SOURCE MATERIAL section start
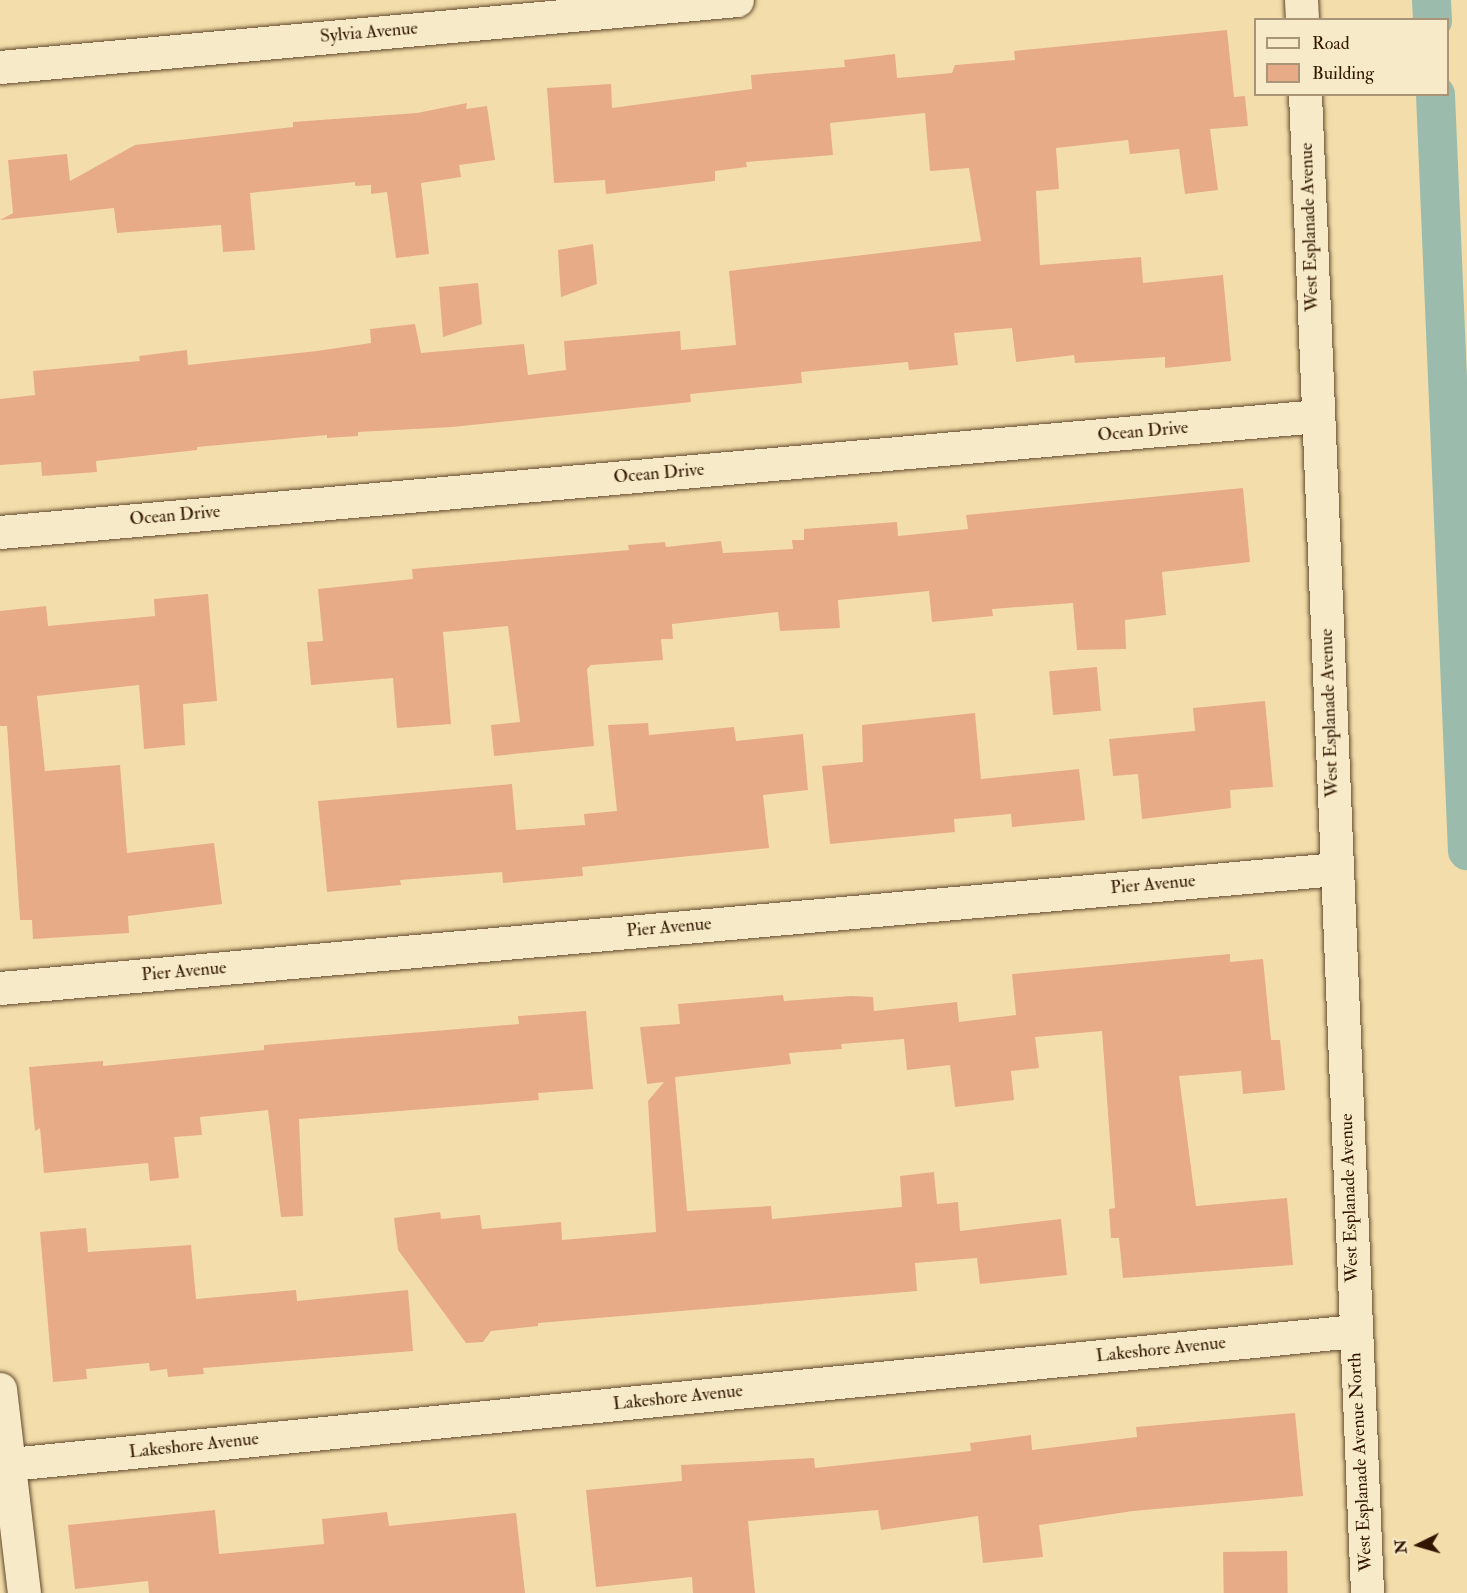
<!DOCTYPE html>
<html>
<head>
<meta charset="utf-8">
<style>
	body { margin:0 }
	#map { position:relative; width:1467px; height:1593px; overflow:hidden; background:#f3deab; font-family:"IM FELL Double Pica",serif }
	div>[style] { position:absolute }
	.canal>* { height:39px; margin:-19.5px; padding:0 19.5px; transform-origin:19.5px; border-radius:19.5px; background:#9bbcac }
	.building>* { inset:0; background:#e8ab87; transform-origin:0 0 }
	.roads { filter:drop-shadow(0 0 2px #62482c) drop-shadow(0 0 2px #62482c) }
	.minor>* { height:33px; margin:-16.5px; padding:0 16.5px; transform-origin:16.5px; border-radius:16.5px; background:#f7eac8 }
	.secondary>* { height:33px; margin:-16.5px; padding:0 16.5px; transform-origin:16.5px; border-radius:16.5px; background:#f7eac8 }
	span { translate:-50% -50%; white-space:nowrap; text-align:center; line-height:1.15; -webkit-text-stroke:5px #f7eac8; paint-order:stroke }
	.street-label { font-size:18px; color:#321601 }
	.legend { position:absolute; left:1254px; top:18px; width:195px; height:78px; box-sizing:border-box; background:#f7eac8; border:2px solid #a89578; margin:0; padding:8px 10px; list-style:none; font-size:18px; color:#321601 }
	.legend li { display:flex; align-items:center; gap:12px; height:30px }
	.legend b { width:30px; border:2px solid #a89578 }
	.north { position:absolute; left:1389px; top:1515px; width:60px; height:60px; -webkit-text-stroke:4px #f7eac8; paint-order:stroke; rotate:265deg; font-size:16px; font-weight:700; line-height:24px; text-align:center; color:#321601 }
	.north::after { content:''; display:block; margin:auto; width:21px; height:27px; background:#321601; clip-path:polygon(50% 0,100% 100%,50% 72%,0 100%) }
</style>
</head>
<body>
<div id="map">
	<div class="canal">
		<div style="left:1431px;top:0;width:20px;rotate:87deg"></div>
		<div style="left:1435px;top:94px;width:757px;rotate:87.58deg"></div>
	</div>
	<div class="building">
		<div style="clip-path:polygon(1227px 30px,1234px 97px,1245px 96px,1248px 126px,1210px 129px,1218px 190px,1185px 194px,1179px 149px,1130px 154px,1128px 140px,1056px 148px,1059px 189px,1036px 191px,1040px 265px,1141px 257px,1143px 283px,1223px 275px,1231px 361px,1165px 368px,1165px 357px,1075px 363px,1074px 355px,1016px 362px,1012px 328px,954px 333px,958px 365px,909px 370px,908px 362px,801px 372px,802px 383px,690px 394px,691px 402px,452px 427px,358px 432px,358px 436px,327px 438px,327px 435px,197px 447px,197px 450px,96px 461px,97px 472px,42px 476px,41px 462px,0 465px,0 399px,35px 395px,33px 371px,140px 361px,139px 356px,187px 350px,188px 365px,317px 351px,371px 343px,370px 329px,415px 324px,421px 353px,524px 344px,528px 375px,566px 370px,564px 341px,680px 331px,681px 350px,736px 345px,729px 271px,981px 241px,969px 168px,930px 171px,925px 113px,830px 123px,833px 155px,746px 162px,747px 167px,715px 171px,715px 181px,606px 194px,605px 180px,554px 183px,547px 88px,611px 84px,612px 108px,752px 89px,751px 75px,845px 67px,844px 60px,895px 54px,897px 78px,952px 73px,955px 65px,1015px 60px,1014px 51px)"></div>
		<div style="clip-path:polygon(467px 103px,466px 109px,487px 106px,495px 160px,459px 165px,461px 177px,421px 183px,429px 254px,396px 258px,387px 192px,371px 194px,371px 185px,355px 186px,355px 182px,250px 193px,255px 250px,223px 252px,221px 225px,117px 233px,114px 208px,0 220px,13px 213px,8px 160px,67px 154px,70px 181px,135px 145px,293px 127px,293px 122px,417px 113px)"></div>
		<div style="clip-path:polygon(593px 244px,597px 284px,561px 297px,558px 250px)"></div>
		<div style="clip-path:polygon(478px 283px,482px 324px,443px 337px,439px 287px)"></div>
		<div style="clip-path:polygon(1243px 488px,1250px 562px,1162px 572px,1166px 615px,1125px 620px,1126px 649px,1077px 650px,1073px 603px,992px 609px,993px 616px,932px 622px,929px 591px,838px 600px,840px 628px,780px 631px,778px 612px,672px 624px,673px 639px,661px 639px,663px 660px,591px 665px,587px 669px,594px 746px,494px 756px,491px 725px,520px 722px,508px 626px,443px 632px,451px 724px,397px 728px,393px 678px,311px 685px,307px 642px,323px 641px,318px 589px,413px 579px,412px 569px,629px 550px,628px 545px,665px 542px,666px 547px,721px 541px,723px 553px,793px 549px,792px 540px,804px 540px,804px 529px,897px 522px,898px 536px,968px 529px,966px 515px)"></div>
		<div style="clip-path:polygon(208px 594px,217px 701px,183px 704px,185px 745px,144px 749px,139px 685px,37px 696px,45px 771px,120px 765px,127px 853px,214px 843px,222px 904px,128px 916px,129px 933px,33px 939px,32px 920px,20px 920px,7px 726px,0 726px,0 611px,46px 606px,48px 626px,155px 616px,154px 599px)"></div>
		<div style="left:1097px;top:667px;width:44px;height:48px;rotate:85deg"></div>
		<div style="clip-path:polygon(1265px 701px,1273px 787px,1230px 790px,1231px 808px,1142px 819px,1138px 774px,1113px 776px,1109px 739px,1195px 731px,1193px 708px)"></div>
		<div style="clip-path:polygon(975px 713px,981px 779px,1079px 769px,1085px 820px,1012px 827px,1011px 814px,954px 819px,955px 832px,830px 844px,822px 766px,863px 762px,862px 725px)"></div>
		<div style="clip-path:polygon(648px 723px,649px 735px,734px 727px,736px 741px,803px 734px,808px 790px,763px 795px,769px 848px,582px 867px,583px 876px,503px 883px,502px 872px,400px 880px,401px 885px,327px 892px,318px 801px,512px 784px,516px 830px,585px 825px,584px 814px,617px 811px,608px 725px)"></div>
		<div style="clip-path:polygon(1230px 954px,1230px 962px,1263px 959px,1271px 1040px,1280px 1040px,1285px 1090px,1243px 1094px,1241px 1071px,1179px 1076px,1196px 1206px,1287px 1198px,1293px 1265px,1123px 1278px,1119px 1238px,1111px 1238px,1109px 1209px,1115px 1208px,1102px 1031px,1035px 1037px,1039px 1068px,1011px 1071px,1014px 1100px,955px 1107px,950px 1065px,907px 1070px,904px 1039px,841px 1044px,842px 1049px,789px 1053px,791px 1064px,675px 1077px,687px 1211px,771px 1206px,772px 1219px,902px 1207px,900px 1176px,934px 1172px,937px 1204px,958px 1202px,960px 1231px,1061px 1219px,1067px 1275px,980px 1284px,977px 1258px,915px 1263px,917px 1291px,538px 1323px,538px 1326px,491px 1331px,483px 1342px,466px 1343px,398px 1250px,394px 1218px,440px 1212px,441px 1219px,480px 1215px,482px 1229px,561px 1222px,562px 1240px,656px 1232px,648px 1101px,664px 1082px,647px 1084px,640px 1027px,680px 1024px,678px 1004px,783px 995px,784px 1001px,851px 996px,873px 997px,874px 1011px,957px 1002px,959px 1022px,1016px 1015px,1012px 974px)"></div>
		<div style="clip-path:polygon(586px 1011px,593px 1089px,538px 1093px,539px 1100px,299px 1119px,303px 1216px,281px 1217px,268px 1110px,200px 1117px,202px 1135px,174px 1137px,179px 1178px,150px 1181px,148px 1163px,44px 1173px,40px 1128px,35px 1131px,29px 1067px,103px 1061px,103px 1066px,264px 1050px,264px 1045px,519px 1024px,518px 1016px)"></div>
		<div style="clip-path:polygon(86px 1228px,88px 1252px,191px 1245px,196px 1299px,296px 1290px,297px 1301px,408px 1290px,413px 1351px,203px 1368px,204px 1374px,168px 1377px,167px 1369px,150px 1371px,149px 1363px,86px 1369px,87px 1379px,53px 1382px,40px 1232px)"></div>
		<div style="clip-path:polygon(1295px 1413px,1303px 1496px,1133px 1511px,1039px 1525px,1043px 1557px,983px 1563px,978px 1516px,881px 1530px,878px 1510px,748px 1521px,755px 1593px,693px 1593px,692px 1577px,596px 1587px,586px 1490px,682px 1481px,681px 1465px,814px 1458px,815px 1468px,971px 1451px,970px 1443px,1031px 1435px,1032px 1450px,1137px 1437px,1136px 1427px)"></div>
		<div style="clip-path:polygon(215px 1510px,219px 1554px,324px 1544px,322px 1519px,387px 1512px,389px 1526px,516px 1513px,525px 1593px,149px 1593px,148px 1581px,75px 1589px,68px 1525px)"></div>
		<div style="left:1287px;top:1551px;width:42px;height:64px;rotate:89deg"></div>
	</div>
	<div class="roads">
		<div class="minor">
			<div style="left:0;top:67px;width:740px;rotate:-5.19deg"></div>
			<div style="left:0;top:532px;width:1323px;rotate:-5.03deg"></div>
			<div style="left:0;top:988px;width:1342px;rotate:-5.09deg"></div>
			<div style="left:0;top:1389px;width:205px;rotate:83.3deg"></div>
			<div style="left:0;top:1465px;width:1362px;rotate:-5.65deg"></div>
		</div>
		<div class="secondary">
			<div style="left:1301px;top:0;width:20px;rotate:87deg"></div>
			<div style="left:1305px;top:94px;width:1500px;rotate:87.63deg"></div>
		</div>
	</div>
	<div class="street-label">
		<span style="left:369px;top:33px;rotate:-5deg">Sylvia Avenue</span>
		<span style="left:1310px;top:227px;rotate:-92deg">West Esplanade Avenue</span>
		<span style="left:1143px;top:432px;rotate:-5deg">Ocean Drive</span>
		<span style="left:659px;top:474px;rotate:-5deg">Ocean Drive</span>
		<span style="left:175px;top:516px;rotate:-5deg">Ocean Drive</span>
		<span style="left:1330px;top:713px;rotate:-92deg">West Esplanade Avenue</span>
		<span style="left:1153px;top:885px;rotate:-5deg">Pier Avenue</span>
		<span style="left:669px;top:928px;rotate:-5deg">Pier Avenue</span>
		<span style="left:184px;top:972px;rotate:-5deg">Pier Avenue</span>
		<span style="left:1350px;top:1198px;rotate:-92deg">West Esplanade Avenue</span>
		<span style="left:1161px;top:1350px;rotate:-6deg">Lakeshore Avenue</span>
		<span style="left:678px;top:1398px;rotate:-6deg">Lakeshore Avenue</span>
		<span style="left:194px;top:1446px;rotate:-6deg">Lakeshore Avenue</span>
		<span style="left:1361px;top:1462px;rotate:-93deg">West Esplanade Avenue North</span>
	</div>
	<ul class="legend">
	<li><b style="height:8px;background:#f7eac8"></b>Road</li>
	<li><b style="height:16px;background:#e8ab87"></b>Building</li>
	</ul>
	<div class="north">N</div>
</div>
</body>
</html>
SOURCE MATERIAL section end
Reproduce the records exactly, starting with their first line and ending with the line that contains "filter:drop-shadow(0 0 2px", though pictures should be dropped.

<!DOCTYPE html>
<html>
<head>
<meta charset="utf-8">
<style>
	body { margin:0 }
	#map { position:relative; width:1467px; height:1593px; overflow:hidden; background:#f3deab; font-family:"IM FELL Double Pica",serif }
	div>[style] { position:absolute }
	.canal>* { height:39px; margin:-19.5px; padding:0 19.5px; transform-origin:19.5px; border-radius:19.5px; background:#9bbcac }
	.building>* { inset:0; background:#e8ab87; transform-origin:0 0 }
	.roads { filter:drop-shadow(0 0 2px #62482c) drop-shadow(0 0 2px #62482c) }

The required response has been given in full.